* Strange Performance Hit on 2D-Loop
@ 2009-07-09 14:19 Andreas Schäfer
2009-07-09 14:37 ` Richard Guenther
2011-01-13 16:28 ` Andreas Schäfer
0 siblings, 2 replies; 4+ messages in thread
From: Andreas Schäfer @ 2009-07-09 14:19 UTC (permalink / raw)
To: gcc
[-- Attachment #1.1: Type: text/plain, Size: 1950 bytes --]
Hey guys,
I noticed a strange performance hit in one of our stencil codes,
causing it to run twice as long.
To nail down the error, I reduced our code to the two attached demo
programs. Basically they take two matrices and average each matrix
element with its four direct neighbors. Depending on how these
matrices are allocated, the performance hit occurs -- or does not.

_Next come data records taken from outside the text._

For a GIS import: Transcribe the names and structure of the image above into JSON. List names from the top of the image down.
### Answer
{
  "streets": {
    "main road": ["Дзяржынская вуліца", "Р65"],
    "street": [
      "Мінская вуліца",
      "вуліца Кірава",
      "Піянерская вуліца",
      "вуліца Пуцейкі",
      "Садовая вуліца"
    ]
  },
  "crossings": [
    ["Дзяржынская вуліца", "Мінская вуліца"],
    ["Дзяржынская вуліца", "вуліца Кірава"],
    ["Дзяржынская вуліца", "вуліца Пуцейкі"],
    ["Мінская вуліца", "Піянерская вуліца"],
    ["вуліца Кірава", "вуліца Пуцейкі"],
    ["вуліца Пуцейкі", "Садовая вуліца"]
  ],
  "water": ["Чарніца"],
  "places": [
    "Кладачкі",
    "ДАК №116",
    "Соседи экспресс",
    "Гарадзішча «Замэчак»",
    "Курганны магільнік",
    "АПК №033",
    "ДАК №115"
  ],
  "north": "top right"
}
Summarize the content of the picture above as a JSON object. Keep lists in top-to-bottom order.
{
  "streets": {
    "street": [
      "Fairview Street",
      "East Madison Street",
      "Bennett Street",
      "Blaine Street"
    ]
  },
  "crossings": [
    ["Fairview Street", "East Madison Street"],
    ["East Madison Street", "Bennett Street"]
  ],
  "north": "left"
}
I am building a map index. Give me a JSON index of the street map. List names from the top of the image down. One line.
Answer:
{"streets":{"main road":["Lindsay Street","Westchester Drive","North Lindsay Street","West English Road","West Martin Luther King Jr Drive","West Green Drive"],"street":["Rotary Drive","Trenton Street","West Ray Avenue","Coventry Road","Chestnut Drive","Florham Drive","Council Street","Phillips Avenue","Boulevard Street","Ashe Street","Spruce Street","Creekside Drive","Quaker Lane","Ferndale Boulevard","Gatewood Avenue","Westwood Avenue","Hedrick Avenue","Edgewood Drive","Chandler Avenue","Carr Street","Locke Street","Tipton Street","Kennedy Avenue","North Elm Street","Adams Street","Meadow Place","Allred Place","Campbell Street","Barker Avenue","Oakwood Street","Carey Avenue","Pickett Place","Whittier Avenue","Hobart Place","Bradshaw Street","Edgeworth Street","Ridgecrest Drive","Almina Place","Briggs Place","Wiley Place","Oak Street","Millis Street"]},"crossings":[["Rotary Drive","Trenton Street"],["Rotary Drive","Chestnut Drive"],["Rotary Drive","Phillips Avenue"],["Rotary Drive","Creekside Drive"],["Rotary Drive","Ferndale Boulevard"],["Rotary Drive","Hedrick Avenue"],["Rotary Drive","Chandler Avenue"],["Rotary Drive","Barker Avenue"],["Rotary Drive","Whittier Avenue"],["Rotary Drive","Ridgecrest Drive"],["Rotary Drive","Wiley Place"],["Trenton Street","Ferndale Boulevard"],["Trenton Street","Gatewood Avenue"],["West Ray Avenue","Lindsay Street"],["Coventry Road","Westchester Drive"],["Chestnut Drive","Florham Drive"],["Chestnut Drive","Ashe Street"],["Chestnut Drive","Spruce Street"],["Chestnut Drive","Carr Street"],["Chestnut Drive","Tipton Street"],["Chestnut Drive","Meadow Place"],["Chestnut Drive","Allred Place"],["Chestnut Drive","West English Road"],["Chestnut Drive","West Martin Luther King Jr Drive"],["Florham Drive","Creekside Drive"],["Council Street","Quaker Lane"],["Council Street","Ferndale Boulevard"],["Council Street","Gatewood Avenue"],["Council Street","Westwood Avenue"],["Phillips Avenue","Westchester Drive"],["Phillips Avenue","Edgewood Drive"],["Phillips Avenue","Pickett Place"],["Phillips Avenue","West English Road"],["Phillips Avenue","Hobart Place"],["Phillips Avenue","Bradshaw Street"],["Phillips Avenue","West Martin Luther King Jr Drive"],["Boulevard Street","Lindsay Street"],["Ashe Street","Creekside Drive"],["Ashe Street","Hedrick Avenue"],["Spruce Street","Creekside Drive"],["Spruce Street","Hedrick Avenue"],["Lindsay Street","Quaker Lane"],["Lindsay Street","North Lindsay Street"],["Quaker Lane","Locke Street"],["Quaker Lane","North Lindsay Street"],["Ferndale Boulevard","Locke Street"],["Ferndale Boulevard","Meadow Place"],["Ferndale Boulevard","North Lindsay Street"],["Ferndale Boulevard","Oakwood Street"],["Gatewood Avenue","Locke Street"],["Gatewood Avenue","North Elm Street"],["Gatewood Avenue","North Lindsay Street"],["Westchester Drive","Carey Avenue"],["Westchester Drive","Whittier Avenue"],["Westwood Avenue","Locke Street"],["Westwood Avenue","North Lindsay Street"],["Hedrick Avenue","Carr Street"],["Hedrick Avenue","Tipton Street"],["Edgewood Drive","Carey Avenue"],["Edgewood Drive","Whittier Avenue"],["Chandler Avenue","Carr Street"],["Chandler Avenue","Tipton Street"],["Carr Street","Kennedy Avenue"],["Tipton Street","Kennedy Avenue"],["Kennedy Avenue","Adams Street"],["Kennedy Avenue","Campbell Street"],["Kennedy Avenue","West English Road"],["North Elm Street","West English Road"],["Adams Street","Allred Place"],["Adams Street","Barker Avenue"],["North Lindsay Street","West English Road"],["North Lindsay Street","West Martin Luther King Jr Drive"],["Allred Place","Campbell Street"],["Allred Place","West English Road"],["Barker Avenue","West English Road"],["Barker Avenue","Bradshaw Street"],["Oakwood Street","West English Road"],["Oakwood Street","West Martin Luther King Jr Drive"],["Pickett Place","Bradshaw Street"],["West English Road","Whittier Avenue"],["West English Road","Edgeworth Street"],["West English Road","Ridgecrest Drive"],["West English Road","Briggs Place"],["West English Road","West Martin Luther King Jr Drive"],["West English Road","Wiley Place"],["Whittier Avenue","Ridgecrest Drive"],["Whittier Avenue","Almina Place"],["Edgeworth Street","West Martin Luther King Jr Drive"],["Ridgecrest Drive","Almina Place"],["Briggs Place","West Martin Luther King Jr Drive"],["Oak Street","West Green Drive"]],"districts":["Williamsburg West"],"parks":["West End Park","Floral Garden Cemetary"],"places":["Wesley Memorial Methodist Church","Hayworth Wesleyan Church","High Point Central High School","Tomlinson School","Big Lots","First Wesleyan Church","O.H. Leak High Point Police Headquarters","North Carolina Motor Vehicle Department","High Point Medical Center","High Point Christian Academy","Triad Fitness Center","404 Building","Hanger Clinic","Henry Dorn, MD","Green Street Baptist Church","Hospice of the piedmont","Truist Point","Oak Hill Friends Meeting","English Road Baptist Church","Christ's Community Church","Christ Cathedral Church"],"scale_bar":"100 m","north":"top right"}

Here is the diff of the two files:
@@ -17,8 +17,7 @@
void test(double (*grid)[GRID_WIDTH])
{
- double (*gridOld)[GRID_WIDTH] =
- malloc(GRID_WIDTH * GRID_HEIGHT * sizeof(double));
+ double (*gridOld)[GRID_WIDTH] = gridOldArray;
double (*gridNew)[GRID_WIDTH] = gridNewArray;
printAddress(&gridNew[0][0]);
printAddress(&gridOld[0][0]);
where gridOldArray is a statically allocated array. Depending on the
machines processor the performance hit varies from negligible to
dramatic:
Processor GCC Version Time(slow) Time(fast) Performance Hit
------------------ ----------- ---------- ---------- ---------------
Core 2 Quad Q9550 4.3.3 12.19s 5.11s 138%
Athlon 64 X2 3800+ 4.3.3 7.34s 6.61s 11%
Opteron 2378 4.3.2 6.13s 5.60s 9%
Opteron 2352 4.3.3 8.16s 7.96s 2%
Xeon 3.00GHz 4.3.3 18.98s 14.67s 29%
Apparently Intel systems are more susceptible to this effect.
Can anyone reproduce these results?
And could anyone explain, why this happens?
Thanks in advance
-Andreas
--
============================================
Andreas Schäfer
Cluster and Metacomputing Working Group
Friedrich-Schiller-Universität Jena, Germany
0049/3641-9-46376
PGP/GPG key via keyserver
I'm a bright... http://www.the-brights.net
============================================
(\___/)
(+'.'+)
(")_(")
This is Bunny. Copy and paste Bunny into your
signature to help him gain world domination!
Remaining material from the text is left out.